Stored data
[Start of section]

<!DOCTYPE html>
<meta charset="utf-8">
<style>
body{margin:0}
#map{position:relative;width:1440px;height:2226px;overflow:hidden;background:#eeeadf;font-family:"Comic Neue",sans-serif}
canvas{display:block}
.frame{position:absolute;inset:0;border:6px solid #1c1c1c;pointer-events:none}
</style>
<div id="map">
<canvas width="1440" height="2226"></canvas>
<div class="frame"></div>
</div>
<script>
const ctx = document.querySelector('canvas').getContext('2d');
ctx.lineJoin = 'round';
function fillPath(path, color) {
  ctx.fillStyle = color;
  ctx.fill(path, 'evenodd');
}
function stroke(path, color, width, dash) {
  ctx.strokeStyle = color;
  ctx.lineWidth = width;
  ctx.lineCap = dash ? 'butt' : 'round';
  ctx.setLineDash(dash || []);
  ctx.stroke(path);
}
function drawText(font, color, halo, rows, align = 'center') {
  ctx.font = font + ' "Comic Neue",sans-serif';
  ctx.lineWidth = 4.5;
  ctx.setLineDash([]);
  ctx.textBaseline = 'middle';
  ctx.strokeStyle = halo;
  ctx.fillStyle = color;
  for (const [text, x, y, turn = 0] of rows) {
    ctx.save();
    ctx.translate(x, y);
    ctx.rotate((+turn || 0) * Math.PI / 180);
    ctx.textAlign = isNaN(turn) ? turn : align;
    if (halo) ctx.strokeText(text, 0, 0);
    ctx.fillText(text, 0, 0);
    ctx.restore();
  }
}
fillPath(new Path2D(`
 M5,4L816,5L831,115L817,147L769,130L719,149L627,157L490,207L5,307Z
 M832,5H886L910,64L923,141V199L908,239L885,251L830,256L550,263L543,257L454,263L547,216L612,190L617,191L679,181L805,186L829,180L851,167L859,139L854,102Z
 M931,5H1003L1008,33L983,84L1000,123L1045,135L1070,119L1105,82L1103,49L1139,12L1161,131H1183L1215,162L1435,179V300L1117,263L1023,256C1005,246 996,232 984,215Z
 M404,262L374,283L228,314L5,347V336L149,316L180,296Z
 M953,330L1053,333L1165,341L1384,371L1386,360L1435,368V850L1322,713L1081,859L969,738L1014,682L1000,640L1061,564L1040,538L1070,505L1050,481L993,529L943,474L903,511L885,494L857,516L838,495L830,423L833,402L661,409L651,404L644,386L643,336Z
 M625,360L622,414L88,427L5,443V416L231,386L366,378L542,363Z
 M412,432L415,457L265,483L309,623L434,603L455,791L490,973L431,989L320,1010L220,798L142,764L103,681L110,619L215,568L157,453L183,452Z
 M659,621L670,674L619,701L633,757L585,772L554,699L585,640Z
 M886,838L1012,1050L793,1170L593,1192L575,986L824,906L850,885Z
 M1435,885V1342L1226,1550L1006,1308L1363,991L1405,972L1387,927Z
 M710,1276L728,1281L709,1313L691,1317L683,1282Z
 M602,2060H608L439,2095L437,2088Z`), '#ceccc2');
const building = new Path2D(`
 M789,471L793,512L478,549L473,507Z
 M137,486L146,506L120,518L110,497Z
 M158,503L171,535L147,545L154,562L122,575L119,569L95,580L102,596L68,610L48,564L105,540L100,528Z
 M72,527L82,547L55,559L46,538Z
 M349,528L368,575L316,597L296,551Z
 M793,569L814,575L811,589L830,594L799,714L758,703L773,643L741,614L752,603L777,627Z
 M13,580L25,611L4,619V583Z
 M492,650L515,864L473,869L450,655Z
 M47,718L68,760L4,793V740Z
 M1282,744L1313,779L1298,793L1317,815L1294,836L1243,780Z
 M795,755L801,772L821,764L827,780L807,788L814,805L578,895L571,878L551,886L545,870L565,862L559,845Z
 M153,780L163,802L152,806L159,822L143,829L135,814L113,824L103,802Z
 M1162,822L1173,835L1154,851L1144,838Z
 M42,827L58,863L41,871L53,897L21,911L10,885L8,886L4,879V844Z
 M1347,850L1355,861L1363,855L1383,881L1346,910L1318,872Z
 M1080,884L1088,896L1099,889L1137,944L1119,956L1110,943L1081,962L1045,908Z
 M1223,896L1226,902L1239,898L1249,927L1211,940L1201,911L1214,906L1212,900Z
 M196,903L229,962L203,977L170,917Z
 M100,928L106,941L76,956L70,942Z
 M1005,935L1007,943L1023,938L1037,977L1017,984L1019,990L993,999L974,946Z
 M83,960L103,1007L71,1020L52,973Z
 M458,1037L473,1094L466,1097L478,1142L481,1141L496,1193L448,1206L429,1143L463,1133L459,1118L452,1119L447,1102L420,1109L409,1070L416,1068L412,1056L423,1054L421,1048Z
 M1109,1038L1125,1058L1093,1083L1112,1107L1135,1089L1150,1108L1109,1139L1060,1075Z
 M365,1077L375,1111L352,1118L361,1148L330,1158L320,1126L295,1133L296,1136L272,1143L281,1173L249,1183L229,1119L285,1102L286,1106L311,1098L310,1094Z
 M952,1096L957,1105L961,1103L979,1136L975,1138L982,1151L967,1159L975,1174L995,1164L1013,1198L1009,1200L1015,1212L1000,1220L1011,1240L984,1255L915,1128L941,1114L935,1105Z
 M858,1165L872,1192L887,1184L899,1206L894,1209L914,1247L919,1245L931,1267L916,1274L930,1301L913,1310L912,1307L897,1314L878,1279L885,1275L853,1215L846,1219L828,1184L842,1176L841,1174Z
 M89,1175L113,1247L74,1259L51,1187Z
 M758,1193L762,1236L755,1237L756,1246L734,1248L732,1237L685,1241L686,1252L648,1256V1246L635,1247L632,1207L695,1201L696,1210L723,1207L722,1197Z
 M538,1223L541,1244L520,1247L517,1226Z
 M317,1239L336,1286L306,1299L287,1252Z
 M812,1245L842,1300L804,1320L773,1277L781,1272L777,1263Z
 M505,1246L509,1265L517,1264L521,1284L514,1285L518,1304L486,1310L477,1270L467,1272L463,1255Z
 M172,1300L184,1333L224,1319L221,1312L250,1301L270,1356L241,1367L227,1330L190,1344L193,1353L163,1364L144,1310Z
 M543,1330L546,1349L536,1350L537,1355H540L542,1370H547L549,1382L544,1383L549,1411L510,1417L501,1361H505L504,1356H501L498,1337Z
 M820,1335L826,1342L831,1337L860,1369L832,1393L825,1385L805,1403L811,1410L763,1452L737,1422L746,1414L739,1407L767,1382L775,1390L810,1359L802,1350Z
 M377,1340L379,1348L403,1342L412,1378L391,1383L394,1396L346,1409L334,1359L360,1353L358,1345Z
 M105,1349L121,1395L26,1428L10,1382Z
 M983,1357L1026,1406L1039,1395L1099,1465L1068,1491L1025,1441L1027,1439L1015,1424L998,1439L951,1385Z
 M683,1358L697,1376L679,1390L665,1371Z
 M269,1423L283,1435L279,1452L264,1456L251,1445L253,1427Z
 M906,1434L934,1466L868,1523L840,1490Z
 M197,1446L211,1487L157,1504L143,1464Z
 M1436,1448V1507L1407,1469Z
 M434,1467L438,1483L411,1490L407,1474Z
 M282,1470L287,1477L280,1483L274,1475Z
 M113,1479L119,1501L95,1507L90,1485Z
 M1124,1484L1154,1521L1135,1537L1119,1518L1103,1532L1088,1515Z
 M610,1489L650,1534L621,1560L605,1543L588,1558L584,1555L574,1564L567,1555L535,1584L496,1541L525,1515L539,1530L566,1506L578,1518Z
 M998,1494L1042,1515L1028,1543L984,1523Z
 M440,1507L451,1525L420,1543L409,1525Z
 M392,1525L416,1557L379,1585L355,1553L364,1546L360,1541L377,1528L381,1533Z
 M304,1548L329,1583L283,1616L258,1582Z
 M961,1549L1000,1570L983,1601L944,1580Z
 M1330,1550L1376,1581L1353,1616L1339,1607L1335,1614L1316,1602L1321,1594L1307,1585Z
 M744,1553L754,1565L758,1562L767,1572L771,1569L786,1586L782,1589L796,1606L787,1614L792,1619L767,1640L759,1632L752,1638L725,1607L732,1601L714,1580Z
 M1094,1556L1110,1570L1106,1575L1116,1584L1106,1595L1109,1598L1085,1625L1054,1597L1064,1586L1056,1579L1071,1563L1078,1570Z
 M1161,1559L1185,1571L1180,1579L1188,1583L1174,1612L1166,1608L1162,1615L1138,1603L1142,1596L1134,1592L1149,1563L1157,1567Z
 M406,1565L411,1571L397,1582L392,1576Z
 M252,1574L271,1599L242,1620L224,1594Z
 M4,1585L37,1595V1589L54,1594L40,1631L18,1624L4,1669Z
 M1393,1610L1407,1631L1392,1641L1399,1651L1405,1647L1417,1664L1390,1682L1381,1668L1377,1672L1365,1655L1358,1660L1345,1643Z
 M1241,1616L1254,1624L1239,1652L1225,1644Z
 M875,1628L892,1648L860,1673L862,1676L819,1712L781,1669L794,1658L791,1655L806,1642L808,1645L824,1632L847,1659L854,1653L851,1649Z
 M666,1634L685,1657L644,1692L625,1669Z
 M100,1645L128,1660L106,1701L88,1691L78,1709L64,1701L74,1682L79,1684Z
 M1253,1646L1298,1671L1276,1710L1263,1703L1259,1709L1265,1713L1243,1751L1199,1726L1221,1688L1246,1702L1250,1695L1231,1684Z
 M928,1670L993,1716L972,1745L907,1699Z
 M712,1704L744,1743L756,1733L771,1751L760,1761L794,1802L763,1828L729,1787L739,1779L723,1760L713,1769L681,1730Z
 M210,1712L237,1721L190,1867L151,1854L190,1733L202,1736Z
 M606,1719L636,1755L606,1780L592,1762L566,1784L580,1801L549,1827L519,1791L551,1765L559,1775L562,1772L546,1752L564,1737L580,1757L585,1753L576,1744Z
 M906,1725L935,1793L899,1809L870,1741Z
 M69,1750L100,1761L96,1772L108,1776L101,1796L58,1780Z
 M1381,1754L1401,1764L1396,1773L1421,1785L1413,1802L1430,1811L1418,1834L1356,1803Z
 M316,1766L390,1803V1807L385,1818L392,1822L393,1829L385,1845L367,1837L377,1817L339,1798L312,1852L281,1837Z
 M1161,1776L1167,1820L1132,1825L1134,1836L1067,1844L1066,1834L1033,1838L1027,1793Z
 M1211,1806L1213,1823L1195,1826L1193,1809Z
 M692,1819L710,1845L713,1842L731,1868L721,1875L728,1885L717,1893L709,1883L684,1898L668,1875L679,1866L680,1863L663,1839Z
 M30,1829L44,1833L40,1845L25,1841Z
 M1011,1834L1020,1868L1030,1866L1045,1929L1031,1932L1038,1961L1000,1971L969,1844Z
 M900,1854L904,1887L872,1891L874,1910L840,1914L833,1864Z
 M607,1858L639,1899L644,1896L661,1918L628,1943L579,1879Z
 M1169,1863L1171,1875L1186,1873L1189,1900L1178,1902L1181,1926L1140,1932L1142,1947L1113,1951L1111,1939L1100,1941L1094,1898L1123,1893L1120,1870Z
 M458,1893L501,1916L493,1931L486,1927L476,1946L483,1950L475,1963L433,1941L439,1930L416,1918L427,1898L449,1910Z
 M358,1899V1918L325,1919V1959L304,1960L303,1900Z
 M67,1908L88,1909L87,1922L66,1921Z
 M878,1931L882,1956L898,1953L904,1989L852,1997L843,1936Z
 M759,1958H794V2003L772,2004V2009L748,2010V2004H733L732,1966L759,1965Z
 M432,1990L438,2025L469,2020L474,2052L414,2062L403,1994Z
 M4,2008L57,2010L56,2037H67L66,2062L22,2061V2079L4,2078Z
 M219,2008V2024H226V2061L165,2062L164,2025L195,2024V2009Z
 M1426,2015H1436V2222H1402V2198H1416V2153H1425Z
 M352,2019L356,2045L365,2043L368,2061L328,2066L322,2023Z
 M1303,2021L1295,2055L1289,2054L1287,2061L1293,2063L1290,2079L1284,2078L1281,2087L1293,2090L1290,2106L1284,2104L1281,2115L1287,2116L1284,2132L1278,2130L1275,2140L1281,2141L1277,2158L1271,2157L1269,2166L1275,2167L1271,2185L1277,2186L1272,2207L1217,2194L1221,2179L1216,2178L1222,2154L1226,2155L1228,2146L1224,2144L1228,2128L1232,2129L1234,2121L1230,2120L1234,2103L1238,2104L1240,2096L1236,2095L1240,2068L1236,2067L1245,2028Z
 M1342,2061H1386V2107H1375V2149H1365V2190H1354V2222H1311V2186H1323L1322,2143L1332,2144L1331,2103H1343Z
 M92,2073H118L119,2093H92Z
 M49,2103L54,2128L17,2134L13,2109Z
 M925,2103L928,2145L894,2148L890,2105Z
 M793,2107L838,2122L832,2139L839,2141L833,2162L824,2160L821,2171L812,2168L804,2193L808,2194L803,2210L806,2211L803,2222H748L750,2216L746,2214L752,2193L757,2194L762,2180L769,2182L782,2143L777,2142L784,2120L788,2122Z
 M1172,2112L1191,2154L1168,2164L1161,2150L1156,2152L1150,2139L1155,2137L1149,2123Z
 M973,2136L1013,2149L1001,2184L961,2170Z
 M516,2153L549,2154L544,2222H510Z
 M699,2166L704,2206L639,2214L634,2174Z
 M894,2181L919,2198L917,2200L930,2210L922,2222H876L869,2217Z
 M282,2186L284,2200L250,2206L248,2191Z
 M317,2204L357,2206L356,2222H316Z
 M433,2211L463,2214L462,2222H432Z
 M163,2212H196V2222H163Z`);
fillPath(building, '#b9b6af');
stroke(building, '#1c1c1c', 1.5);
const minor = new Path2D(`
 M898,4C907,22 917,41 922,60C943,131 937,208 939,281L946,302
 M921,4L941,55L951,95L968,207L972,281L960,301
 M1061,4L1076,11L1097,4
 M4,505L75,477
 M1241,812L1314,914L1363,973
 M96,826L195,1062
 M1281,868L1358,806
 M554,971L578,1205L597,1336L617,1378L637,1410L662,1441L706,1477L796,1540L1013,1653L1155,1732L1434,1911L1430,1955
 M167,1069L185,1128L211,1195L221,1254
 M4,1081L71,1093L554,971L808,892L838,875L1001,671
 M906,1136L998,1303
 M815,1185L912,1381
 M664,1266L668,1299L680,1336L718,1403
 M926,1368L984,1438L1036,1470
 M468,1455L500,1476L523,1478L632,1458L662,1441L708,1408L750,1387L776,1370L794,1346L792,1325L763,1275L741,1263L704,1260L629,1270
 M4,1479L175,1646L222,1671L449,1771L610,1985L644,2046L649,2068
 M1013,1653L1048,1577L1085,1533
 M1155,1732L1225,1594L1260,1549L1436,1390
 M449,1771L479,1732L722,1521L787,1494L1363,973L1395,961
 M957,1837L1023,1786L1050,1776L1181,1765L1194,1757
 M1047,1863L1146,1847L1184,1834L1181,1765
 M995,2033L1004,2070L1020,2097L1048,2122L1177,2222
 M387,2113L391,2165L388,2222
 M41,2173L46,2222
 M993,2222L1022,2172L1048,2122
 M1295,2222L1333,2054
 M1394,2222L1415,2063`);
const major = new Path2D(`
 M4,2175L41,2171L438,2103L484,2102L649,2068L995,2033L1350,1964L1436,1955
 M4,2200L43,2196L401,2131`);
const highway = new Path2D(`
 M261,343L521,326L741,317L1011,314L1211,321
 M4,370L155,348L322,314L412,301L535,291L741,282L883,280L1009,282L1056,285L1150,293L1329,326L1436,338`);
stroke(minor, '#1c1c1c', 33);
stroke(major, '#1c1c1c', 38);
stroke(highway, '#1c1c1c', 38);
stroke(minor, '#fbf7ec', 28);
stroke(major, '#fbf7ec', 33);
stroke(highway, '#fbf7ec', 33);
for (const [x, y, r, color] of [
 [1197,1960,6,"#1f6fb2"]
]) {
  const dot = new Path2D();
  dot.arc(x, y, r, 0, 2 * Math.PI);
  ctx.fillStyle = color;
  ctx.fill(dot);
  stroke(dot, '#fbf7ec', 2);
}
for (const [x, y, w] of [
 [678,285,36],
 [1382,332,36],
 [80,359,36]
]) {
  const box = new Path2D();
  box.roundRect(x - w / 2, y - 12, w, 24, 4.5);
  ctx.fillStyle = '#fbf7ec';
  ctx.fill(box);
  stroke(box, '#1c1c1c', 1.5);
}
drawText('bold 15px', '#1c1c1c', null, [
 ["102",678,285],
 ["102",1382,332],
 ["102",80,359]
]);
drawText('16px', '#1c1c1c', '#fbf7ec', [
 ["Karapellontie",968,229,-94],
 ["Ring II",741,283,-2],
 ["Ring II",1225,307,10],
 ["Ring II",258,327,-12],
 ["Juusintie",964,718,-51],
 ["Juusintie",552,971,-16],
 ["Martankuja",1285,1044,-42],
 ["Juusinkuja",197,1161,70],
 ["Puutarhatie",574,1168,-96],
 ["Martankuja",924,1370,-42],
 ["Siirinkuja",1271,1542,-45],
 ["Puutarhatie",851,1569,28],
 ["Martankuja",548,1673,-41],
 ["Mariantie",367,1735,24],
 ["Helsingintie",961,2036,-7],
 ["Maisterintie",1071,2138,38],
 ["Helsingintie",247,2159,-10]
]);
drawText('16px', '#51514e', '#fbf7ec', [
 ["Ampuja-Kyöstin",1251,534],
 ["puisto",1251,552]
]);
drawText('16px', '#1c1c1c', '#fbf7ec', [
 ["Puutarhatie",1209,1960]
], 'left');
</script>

[End of section]

What the exercise asks
Each line holding the word "rows" must be pulled from the records.

Result
function drawText(font, color, halo, rows, align = 'center') {
  for (const [text, x, y, turn = 0] of rows) {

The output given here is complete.